PROBLEM REQUIREMENTS:
Repeat the lines below exactly as written, please, from the line with "fill:none; stroke-linecap:round; stroke-linejoin:round" to the line with "fill:#fcdf24; stroke:#0f0e10; stroke-width:2", both lines included, and no others.

*** Opening of RECORDS FOR THIS TASK ***

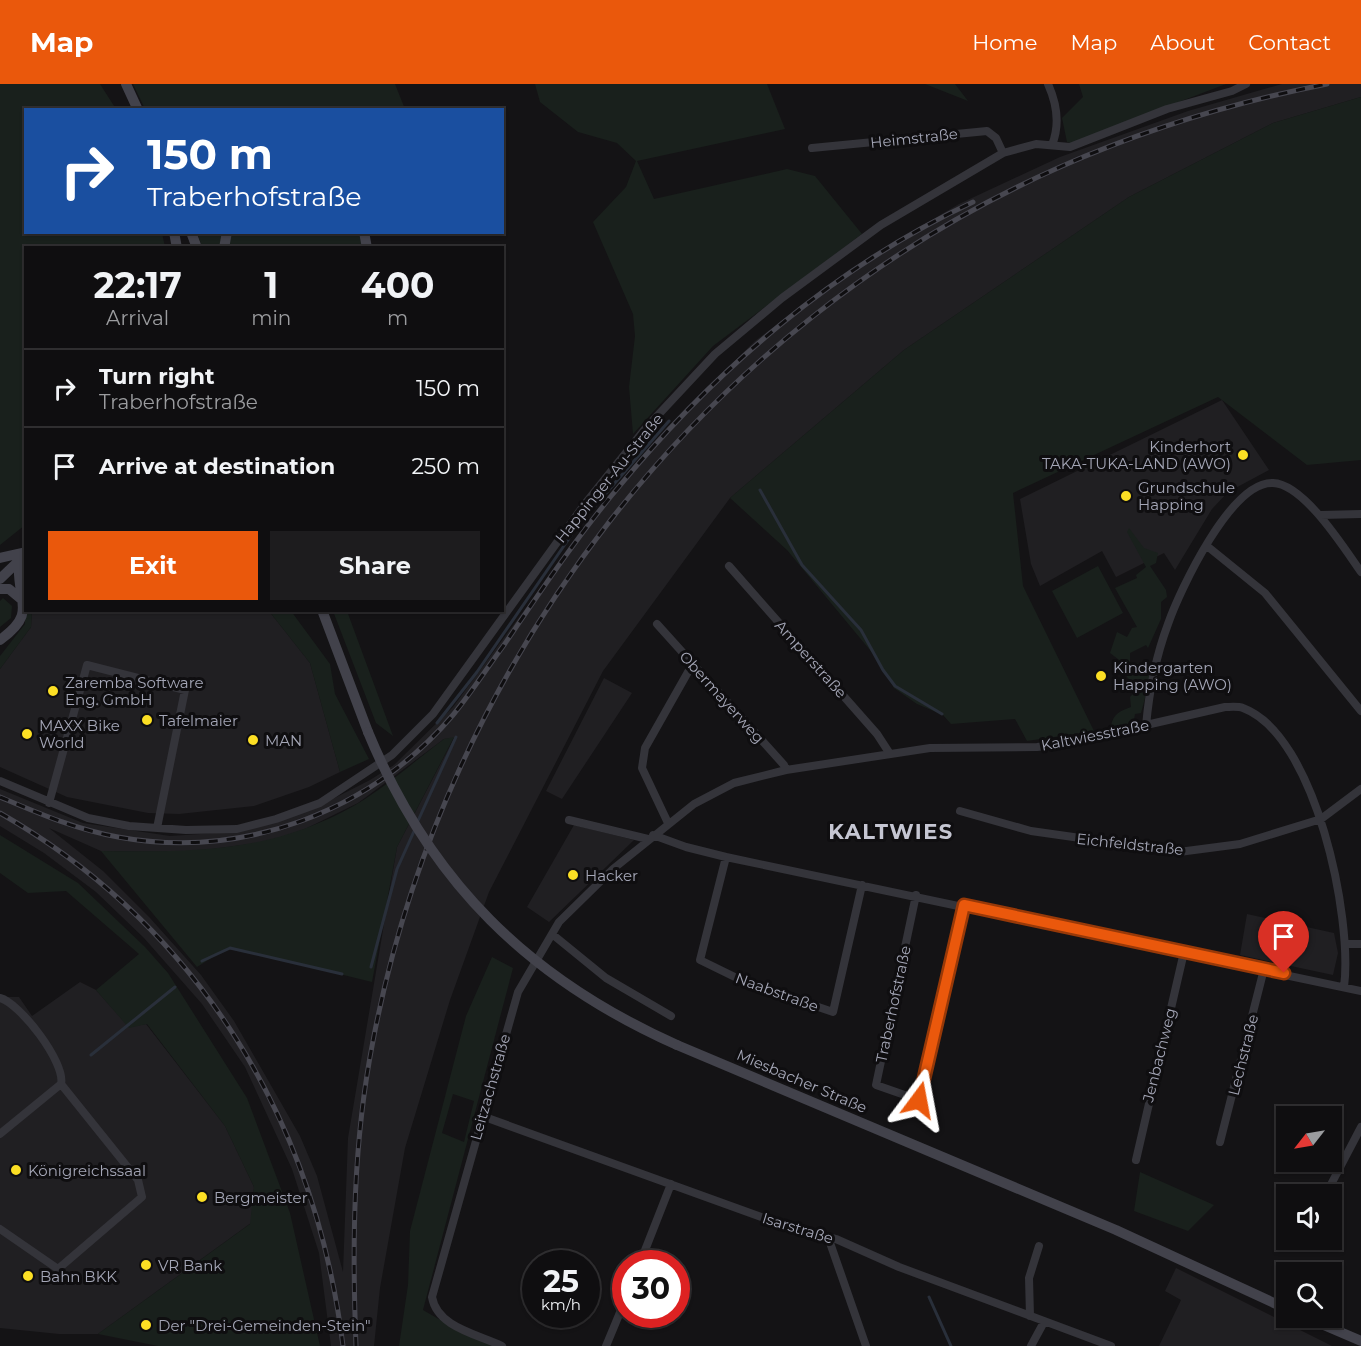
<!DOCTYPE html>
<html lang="en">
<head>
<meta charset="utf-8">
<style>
  body { margin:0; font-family:Montserrat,sans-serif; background:#1d1c1e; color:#f1f3f6; height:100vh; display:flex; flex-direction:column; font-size:22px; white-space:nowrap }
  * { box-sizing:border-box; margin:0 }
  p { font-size:20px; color:#9b9c9f }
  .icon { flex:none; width:33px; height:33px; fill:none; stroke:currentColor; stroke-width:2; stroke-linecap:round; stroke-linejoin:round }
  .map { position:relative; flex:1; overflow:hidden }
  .sheet { position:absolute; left:24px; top:162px; width:480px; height:366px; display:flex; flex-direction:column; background:#0f0e10; border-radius:0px; box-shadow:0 2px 4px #0004,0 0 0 2px #2f2e30 }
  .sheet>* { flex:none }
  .guide { position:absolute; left:24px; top:24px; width:480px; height:126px; border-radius:0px; box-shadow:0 2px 4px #0004,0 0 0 2px #2f2e30; background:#1a4fa0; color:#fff; overflow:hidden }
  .needle { width:39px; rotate:239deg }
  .fabs { position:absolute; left:1276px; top:1022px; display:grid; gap:12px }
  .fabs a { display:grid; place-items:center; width:66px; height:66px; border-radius:0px; background:#0f0e10; box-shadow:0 2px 4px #0004,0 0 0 2px #2f2e30; font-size:30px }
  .speed { position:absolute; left:522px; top:1166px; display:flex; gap:12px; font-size:30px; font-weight:700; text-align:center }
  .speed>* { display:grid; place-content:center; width:78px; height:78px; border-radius:50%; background:#0f0e10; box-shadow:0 2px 4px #0004,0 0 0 2px #2f2e30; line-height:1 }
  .speed small { font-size:15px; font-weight:400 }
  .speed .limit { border:9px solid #d22; background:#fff; color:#111 }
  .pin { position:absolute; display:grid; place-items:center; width:51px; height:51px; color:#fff; margin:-62px -26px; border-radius:50% 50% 50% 0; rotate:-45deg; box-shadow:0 0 6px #0007 }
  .pin .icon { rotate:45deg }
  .me { position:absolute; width:66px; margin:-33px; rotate:13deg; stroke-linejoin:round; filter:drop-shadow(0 0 4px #0008) }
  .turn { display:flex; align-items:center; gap:21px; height:126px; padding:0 24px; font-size:27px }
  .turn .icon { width:78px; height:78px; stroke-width:2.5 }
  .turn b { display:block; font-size:42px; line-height:51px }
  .eta { display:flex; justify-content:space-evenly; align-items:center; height:102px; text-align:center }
  .eta b { font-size:36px; font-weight:700; line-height:42px }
  .primary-button { display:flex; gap:12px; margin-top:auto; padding:12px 24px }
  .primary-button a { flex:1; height:69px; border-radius:0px; background:#ea580c; color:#fff; font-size:24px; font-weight:700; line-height:69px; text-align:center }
  .primary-button a+a { background:#1d1c1e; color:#f1f3f6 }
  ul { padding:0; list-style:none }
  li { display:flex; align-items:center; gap:18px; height:78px; padding:0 24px; border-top:2px solid #2f2e30 }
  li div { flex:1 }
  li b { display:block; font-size:22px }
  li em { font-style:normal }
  header { display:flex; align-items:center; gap:36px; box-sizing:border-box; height:84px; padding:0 30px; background:#ea580c; color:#fff }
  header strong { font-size:28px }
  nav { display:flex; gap:33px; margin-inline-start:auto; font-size:21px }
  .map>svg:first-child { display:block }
  .built { fill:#201f22; fill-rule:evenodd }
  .green { fill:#19201c; fill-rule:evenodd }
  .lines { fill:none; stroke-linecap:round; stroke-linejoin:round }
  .stream { stroke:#292f3a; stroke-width:3 }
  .street { stroke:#34343a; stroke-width:8 }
  .secondary { stroke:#42424b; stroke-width:10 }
  .rail-casing { stroke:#474750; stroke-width:5 }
  .rail { stroke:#0f0e10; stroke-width:3; stroke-dasharray:9; stroke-linecap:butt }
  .secondary-bridge { stroke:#42424b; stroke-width:10 }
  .route-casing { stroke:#983908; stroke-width:15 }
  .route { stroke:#ea580c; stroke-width:10 }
  .poi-dot { fill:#fcdf24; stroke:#0f0e10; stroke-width:2 }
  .labels { text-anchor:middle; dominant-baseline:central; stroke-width:6; stroke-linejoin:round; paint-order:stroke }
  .street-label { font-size:15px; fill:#a4a6b6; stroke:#0f0e10 }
  .poi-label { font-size:15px; fill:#a4a6b6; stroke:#0f0e10; text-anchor:start }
  .district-label { font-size:21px; font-weight:bold; letter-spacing:1.5px; fill:#c5c6d2; stroke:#0f0e10 }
</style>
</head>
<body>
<header>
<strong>Map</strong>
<nav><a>Home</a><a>Map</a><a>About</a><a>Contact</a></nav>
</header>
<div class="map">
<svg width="1361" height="1262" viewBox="0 0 1361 1262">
  <rect width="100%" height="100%" fill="#141315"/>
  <!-- built -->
  <path class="built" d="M1282,0H1361V13L1273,39L1129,113L904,266L730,414L603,587L489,808L450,916L405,1064L380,1204L374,1262H331L319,1169L292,1085L245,983L202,920L144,854L96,808L44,769L0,742V705L83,739L170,752L230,748L315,724L370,696L394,681L453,623L611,408L678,333L755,257L829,201L894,158L959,120L1060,73L1188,27ZM454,654L397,763L348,1054L343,1188L317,1092L300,1052L234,937L201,891L150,834L103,787L49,744L101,767L190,768L266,758L305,745L358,719L444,655Z
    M1222,316L1269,386L1228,408L1212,425L1175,486L1164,469L1116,493L1102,467L1040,502L1031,480L1020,415Z
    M32,527H269L310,579L340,688L309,703L254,722L179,730L148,729L67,713L0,683V585L31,543Z
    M604,594L632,609L562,715L546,707Z
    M574,741L634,756L549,838L527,823Z
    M1247,830L1334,849L1338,869L1333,891L1240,871Z
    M80,898L96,906L129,943L146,940L225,1042L254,1103L251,1139L98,1250H59L0,1244V913H19L32,932Z
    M1176,1184L1332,1262H1159L1181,1216L1165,1207Z"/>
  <!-- green -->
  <path class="green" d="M0,0H100L116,25L26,26V148L162,149L165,163L26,164L25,441L0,461Z
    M133,0H395L405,25H145Z
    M535,0H767L785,45L637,77L654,115L787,85L815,92L862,150L713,262L633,350L629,303L635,252L633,230L593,138L626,103L636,77L617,59L578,48L540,18Z
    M925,0H955L968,17Z
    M1079,0H1226L1071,59L1067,58L1062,34L1083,13Z
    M1361,13V376L1307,381L1218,313L1013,409L1023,502L1094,647L1027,657L1015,635L951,640L943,631L917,620L894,604L879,577L787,466L730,414L904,266L1129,113L1273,39Z
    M231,148L359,149L362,164H228Z
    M197,149H223L219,163H202Z
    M1129,444L1144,464L1158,469L1156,479L1150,482L1166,506L1167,513L1161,518V535L1148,564L1146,561L1130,569V578L1146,580L1152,588L1141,629L1135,630L1133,642L1115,645L1111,642C1113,630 1120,627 1131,623L1130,613L1138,605L1127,593V582L1110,569L1117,548L1127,553L1132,544L1137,543L1115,504L1137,494L1136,491L1146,483L1127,448Z
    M1098,482L1123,529L1077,554L1052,507Z
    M25,493L26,526L32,527L31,543L0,585V572L25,540Z
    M3,514L12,522L11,534L0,543V517Z
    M269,527H291L330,580L335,610L369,675L340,688L310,579Z
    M333,527H347L393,652L376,639Z
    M454,653L397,763L372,898L229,863L197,883L101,767C195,768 272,769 357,720C387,702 416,676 444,655Z
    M0,751L78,799L145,863L168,889L247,1014L290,1129L320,1262H158L98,1250L250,1140L254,1103L225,1042L147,940L129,944L96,906L139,870L66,807L28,809L0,789Z
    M492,873L513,884L423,1226L461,1248L496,1262H399L408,1201L410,1147L466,932ZM453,1010L474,1017L464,1058L442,1049Z
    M1140,1088L1214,1121L1188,1147L1134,1127Z"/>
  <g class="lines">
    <!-- stream -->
    <path class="stream" d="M760,406L802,481L861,546L883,586L895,602L942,630
      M437,639L477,588L579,440L669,337
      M417,739L456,653
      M202,877L230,864L342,890
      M371,883L397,785L415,745
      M91,971L175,903
      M929,1213L951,1262"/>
    <!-- street -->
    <path class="street" d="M1048,0C1057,20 1060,41 1052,61
      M812,64L987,47L996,54L1003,69
      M1321,431L1361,430
      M1207,462L1265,509L1361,627
      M729,482L877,650L890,670
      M657,540L784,681L786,686
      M1146,642C1149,608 1156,572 1168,540C1180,506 1231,397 1273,399C1304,400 1344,464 1361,488
      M0,697L88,734L129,742L186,746L237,745L276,735L320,719L392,671L433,630L584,421L645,345L715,270L782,214L881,141L1003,69L1036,60L1070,63L1167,25L1232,7L1246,0
      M49,719L87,581L185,606L157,744
      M960,727L1031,747L1179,768L1240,760L1321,735L1361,705
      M569,736L648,755
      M668,739L642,684L645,664L692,581
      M653,751L686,763L726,773L1361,907
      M726,773L700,876L745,898L833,928L862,801
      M916,811L876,1001L919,1016L964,821
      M552,850L606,894L671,932
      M1346,860H1361
      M0,914C20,919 66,979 61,1000L0,1050
      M482,1032L764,1134L836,1155L899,1183L1111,1262
      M1220,1058L1264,885
      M1136,1076L1184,868
      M1326,1110L1361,1043
      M0,1145L58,1185L142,1113L138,1096L61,1000
      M828,1153L866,1262
      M640,1179L671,1100
      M1030,1232L1029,1194L1039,1162
      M502,1262C477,1250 437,1243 432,1213L518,908L559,838L613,785L694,720L734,699L786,686L930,664L1037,663L1063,660L1225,623C1230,623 1238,622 1243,624C1316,651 1353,835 1344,903
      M606,1262L626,1214
      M1031,1262L1044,1238"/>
    <!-- secondary -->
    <path class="secondary" d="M126,0L138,26
      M174,148L177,164
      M191,148L197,164
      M364,148L367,164
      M224,164L227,148
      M0,474L26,468
      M0,495L26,470
      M0,505H9L21,515
      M322,526L368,648
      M0,556C39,528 16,518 19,477
      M677,961L1116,1146L1287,1225
      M1305,1233L1361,1257"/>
    <defs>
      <path id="rail" d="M0,713C38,729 77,746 118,753C243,776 370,728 453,631C471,609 487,584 504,561C540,508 576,454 617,405C714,287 834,183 973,118
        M0,729C199,843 315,1037 343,1262
        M356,1262C352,1160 353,1058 373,957C445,577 705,240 1060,83C1146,45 1235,18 1327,0"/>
    </defs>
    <!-- rail casing -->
    <use href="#rail" class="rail-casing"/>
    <!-- rail -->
    <use href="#rail" class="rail"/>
    <!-- secondary-bridge -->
    <path class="secondary-bridge" d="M368,648C430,798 529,895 677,961"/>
  </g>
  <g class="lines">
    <defs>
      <path id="route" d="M919,1016L964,821L1284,889"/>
    </defs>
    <!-- route casing -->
    <use href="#route" class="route-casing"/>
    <!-- route -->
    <use href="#route" class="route"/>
  </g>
  <!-- markers -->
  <g class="poi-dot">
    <circle cx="1243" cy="371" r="6"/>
    <circle cx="1126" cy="412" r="6"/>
    <circle cx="1101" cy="592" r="6"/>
    <circle cx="53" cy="607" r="6"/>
    <circle cx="147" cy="636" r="6"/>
    <circle cx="27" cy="650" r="6"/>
    <circle cx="253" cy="656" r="6"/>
    <circle cx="573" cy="791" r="6"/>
    <circle cx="16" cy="1086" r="6"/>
    <circle cx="202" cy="1113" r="6"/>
    <circle cx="146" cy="1181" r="6"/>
    <circle cx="28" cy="1192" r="6"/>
    <circle cx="146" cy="1241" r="6"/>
  </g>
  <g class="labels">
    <!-- street labels -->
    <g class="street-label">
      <text transform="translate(914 54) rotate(-6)">Heimstraße</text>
      <text transform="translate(609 394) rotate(-51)">Happinger-Au-Straße</text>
      <text transform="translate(811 575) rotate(48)">Amperstraße</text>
      <text transform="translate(722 613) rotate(48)">Obermayerweg</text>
      <text transform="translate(1095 651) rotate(-11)">Kaltwiesstraße</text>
      <text transform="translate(1130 760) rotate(6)">Eichfeldstraße</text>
      <text transform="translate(777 908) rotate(20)">Naabstraße</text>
      <text transform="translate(893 920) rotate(-78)">Traberhofstraße</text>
      <text transform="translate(1159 971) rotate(-76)">Jenbachweg</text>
      <text transform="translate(1243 971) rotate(-76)">Lechstraße</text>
      <text transform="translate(802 997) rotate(23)">Miesbacher Straße</text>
      <text transform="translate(490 1003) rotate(-74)">Leitzachstraße</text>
      <text transform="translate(798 1144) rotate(17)">Isarstraße</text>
    </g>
    <!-- poi labels -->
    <g class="poi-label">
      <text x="1231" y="362" text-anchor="end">Kinderhort<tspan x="1231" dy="17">TAKA-TUKA-LAND (AWO)</tspan></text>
      <text x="1138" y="403">Grundschule<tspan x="1138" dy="17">Happing</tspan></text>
      <text x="1113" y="583">Kindergarten<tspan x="1113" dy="17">Happing (AWO)</tspan></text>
      <text x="65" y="598">Zaremba Software<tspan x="65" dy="17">Eng. GmbH</tspan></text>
      <text x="159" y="636">Tafelmaier</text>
      <text x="39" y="641">MAXX Bike<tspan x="39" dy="17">World</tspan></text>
      <text x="265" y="656">MAN</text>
      <text x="585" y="791">Hacker</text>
      <text x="28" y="1086">Königreichssaal</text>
      <text x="214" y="1113">Bergmeister</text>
      <text x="158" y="1181">VR Bank</text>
      <text x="40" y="1192">Bahn BKK</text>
      <text x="158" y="1241">Der "Drei-Gemeinden-Stein"</text>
    </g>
    <!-- district labels -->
    <g class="district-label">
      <text x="891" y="747">KALTWIES</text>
    </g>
  </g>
</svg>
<div class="fabs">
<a><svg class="needle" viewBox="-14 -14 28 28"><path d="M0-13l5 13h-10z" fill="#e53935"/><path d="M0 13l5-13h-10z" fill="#9b9c9f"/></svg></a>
<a><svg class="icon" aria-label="sound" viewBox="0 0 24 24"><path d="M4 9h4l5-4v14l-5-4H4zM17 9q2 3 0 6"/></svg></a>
<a><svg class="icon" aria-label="search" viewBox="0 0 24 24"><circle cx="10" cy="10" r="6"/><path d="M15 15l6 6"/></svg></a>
</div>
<div class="speed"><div>25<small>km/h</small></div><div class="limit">30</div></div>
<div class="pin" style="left:1284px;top:889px;background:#d93025"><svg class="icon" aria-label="arrive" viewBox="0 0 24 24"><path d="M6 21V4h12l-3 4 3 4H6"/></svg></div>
<svg class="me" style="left:919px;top:1016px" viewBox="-20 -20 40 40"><path d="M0-17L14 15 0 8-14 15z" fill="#ea580c" stroke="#fff" stroke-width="4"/></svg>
<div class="guide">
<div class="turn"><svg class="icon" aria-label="right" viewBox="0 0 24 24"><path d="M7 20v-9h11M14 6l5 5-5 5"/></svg><div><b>150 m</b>Traberhofstraße</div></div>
</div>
<section class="sheet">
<div class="eta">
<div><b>22:17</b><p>Arrival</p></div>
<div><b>1</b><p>min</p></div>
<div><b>400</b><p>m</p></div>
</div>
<ul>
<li><svg class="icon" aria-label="right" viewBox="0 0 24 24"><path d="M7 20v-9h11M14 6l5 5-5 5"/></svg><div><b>Turn right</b><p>Traberhofstraße</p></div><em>150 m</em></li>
<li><svg class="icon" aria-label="arrive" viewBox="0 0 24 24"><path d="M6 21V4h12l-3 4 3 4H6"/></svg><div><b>Arrive at destination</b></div><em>250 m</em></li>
</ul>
<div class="primary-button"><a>Exit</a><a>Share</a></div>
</section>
</div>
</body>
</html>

*** Close of RECORDS FOR THIS TASK ***

OUTPUT OF THE EXERCISE:
  .lines { fill:none; stroke-linecap:round; stroke-linejoin:round }
  .stream { stroke:#292f3a; stroke-width:3 }
  .street { stroke:#34343a; stroke-width:8 }
  .secondary { stroke:#42424b; stroke-width:10 }
  .rail-casing { stroke:#474750; stroke-width:5 }
  .rail { stroke:#0f0e10; stroke-width:3; stroke-dasharray:9; stroke-linecap:butt }
  .secondary-bridge { stroke:#42424b; stroke-width:10 }
  .route-casing { stroke:#983908; stroke-width:15 }
  .route { stroke:#ea580c; stroke-width:10 }
  .poi-dot { fill:#fcdf24; stroke:#0f0e10; stroke-width:2 }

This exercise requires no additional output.